No Subject
No Subject
There’s little to report this episode. Things go on and on, over and over with just enough variation to keep me awake.
Movie at 11.
(I still struggle to take time at the end of the day, or any part of the day, to collect together all the wunderkammer- and commonplace book-ready scraps from the day into an organized pool. I still don’t clean up my room, as it were, each night.)
Original programming
Podcasts
- Software Defined Talk #246 - Istio-washing, 20 domain names, .docx - We discuss: the trademark moves of Google; open source skullduggery; why Slack has the upper-hand on Teams…or not?; and Coté’s growing love of .docx files.
- Misaligned Incentives # 003 - Improvement requires fear, or, digital transformation by crisis and fear - People in large organizations avoid improving for improving’s sake. They’re very rarely proactive in transforming. Instead, it seems that management in most large organizations only act, and change, when they fear competition and failure. “Everyone” knows this is a bad strategy, and yet “everyone” does it.
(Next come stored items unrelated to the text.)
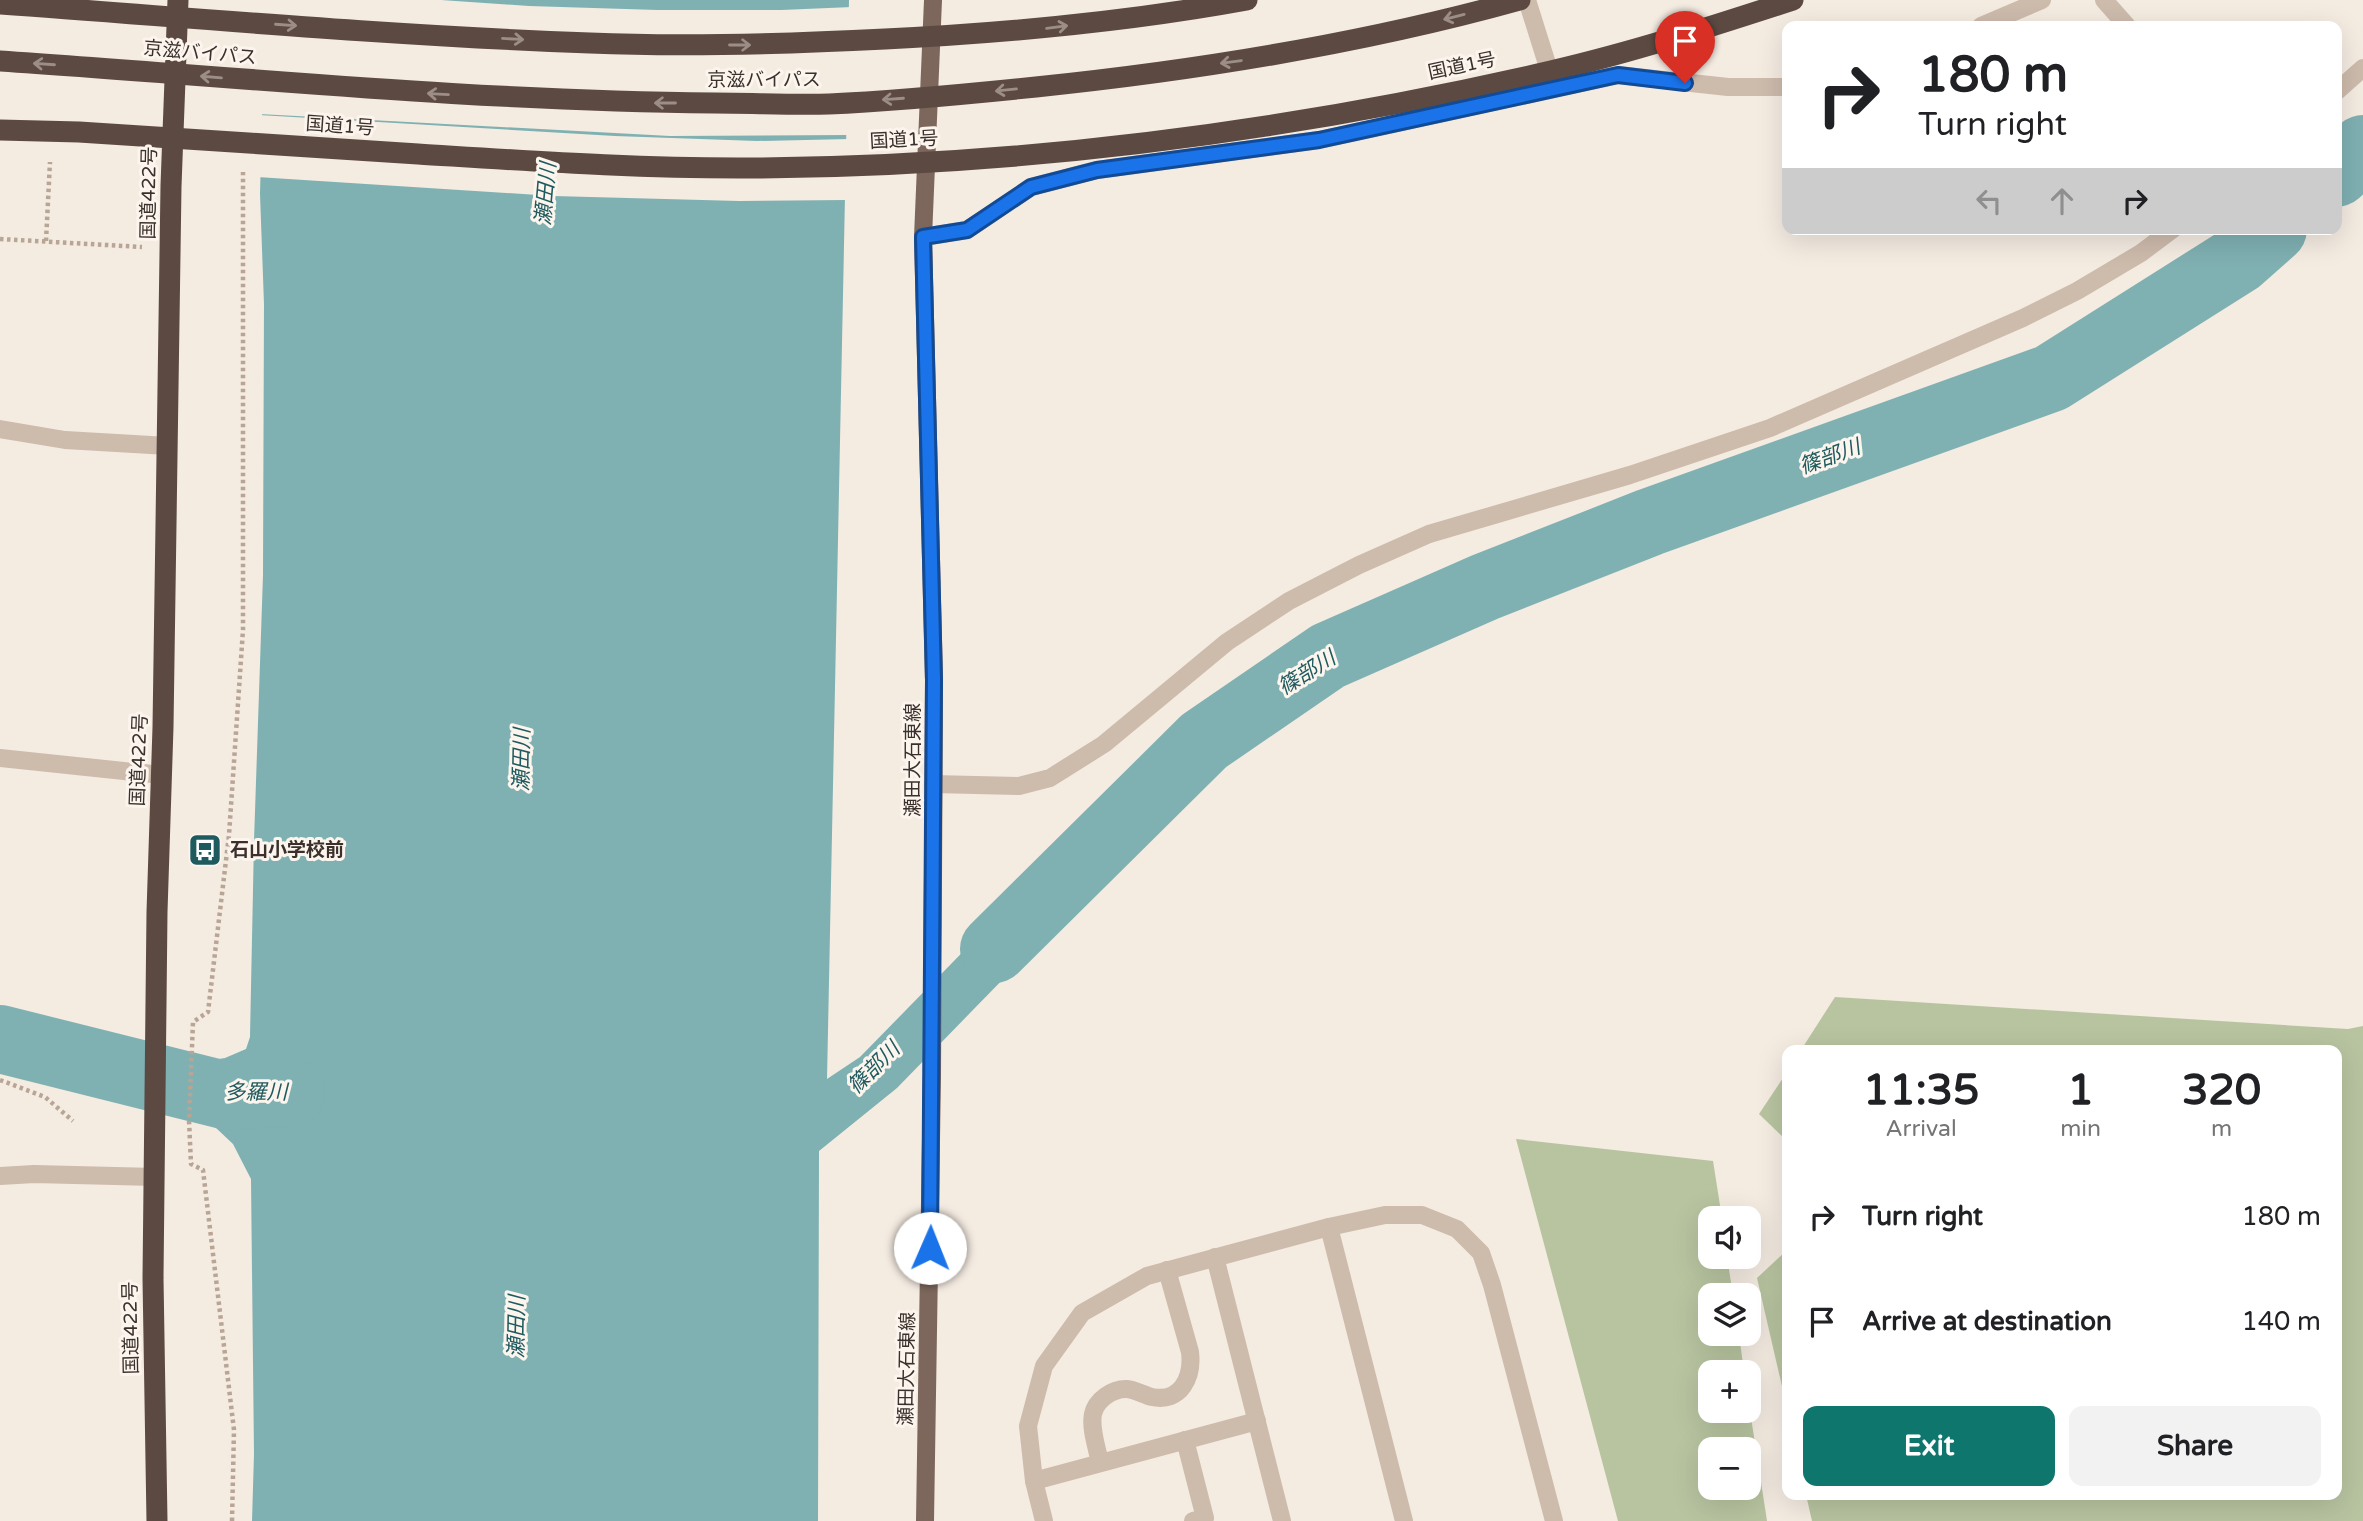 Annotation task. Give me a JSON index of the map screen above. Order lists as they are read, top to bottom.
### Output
{
  "streets": {
    "highway": ["京滋バイパス", "国道1号", "国道422号"],
    "main road": ["瀬田大石東線"]
  },
  "water": ["瀬田川", "篠部川", "多羅川"],
  "places": {
    "bus stop": ["石山小学校前"]
  },
  "page": {
    "turn": ["180 m", "Turn right"],
    "eta": [
      "11:35",
      "Arrival",
      "1",
      "min",
      "320",
      "m"
    ],
    "list": [
      {
        "name": "Turn right",
        "value": "180 m"
      },
      {
        "name": "Arrive at destination",
        "value": "140 m"
      }
    ],
    "map_buttons": ["+", "−"],
    "buttons": ["Exit", "Share"]
  }
} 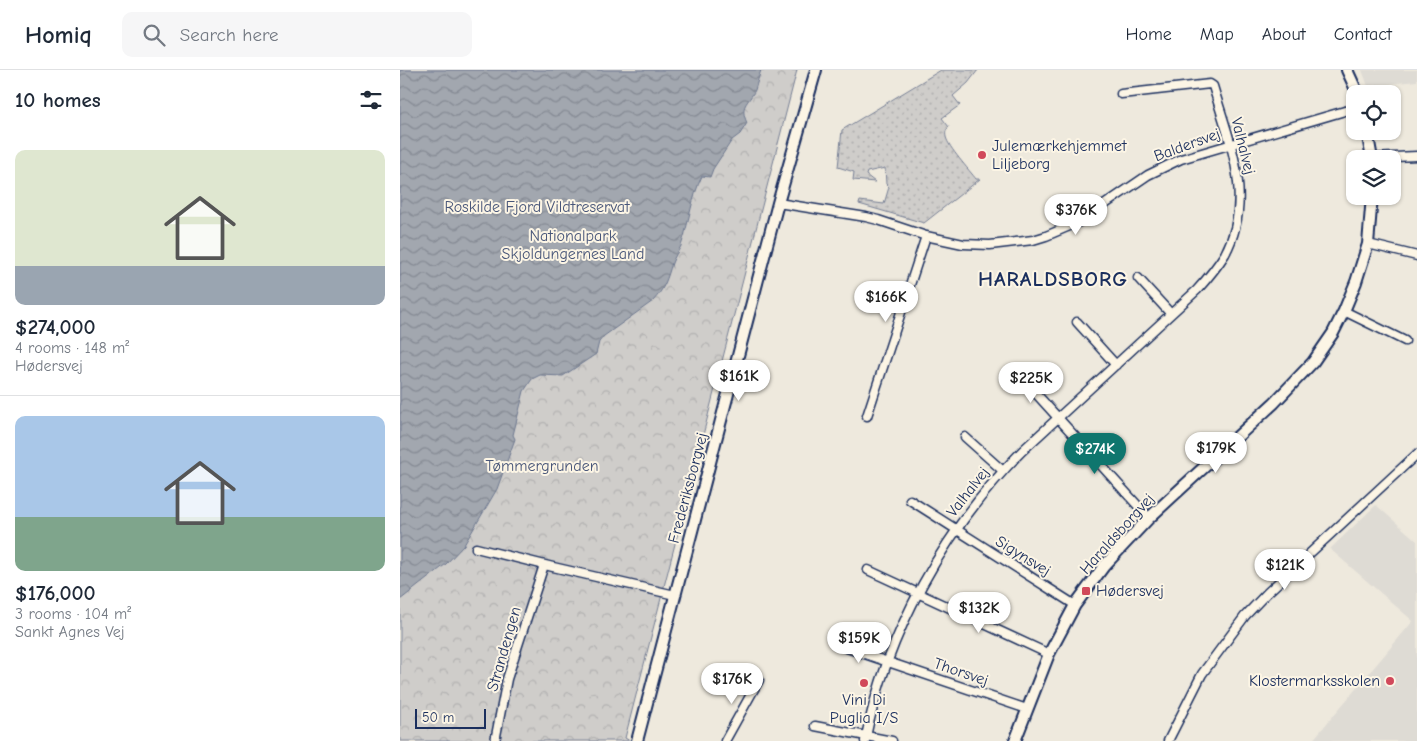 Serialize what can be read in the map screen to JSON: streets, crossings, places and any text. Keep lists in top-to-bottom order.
{
  "streets": {
    "street": [
      "Baldersvej",
      "Valhalvej",
      "Frederiksborgvej",
      "Haraldsborgvej",
      "Sigynsvej",
      "Strandengen",
      "Thorsvej"
    ]
  },
  "crossings": [
    ["Baldersvej", "Valhalvej"],
    ["Baldersvej", "Frederiksborgvej"],
    ["Valhalvej", "Sigynsvej"],
    ["Valhalvej", "Thorsvej"],
    ["Haraldsborgvej", "Sigynsvej"],
    ["Haraldsborgvej", "Thorsvej"]
  ],
  "districts": ["HARALDSBORG"],
  "parks": ["Roskilde Fjord Vildtreservat", "Nationalpark Skjoldungernes Land", "Tømmergrunden"],
  "places": {
    "other": ["Julemærkehjemmet Liljeborg", "Klostermarksskolen", "Vini Di Puglia I/S"],
    "transit": ["Hødersvej"]
  },
  "scale_bar": "50 m",
  "page": {
    "header": "Homiq",
    "search": "Search here",
    "nav": [
      "Home",
      "Map",
      "About",
      "Contact"
    ],
    "heading": "10 homes",
    "list": [
      {
        "name": "$274,000",
        "note": "4 rooms · 148 m² · Hødersvej"
      },
      {
        "name": "$176,000",
        "note": "3 rooms · 104 m² · Sankt Agnes Vej"
      }
    ],
    "price": [
      "$376K",
      "$166K",
      "$161K",
      "$225K",
      "$179K",
      "$274K",
      "$121K",
      "$132K",
      "$159K",
      "$176K"
    ],
    "scale": "50 m"
  }
}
Perhaps we should embrace that behavior, or at least be empathetic, and figure out how to work with it.
- Tanzu Talk - It’s all about containers now - Container usage is finally getting big time in the enterprise. Gartner is estimated a 34% growth rate, going up to $1bn by 2024. With new co-host, Rita, we look at what “containers” and “cloud native” has become as a market. Our conversation starters this episode are about checking in on how much executives are actually transforming and discussing trade-offs in decision making. Also: olive oil.
Books
After reading Short Life in a Strange World, I found the authors’ first collection of essays, published online, not in book form: Anatomy of Norbiton. They have the same etherial tone to them and contemplate contemporary banality mixed in with old art, mostly Renaissance.
Relevant to your interests
See my blog for (more) links as I find them, and other stuff.
- SUSE buys Rancher - ‘The Register imagines that the companies’ respective PR teams probably didn’t ever draft the following: “With Red Hat now backed by IBM and its OpenShift K8s stack doing rather nicely, and VMware using all its muscle and Dell connections to push its Tanzu K8s offering, both SUSE and Rancher risked being left behind. This transaction keeps them both in the game and hopefully capable of catching the containerisation and K8s waves.” An off-the-record comment from an industry analyst to The Register suggested the deal is a good one for Rancher, which otherwise faced the possibility of being hoovered up by a minor K8s player like Cisco or NetApp that would have bought it to bolster thin efforts that would have little chance of long-term success. As a SUSE deal puts Rancher amidst a recognisably useful combination of technologies, the latter’s K8s tech has a better chance of thriving.’
- Adoption COVID tracking apps in Germany, India, and Korea: rocky - ‘Americans’ trust in government is near an all-time low. Concerns about the government and tech companies accessing citizens’ data have been heightened in recent years with a string of revelations, from Edward Snowden to Cambridge Analytica, and citizens are worried about privacy breaches and misuse of data. There is also no cohesive nationwide plan to deploy such apps. The White House, federal agencies and state governments have failed to champion them, which means that adoption rates are likely to be low and people won’t see enough value in using them to risk their privacy. Apps may appear in pockets – companies, college campuses, local communities – creating a fragmented, unreliable system of digital contact tracing.’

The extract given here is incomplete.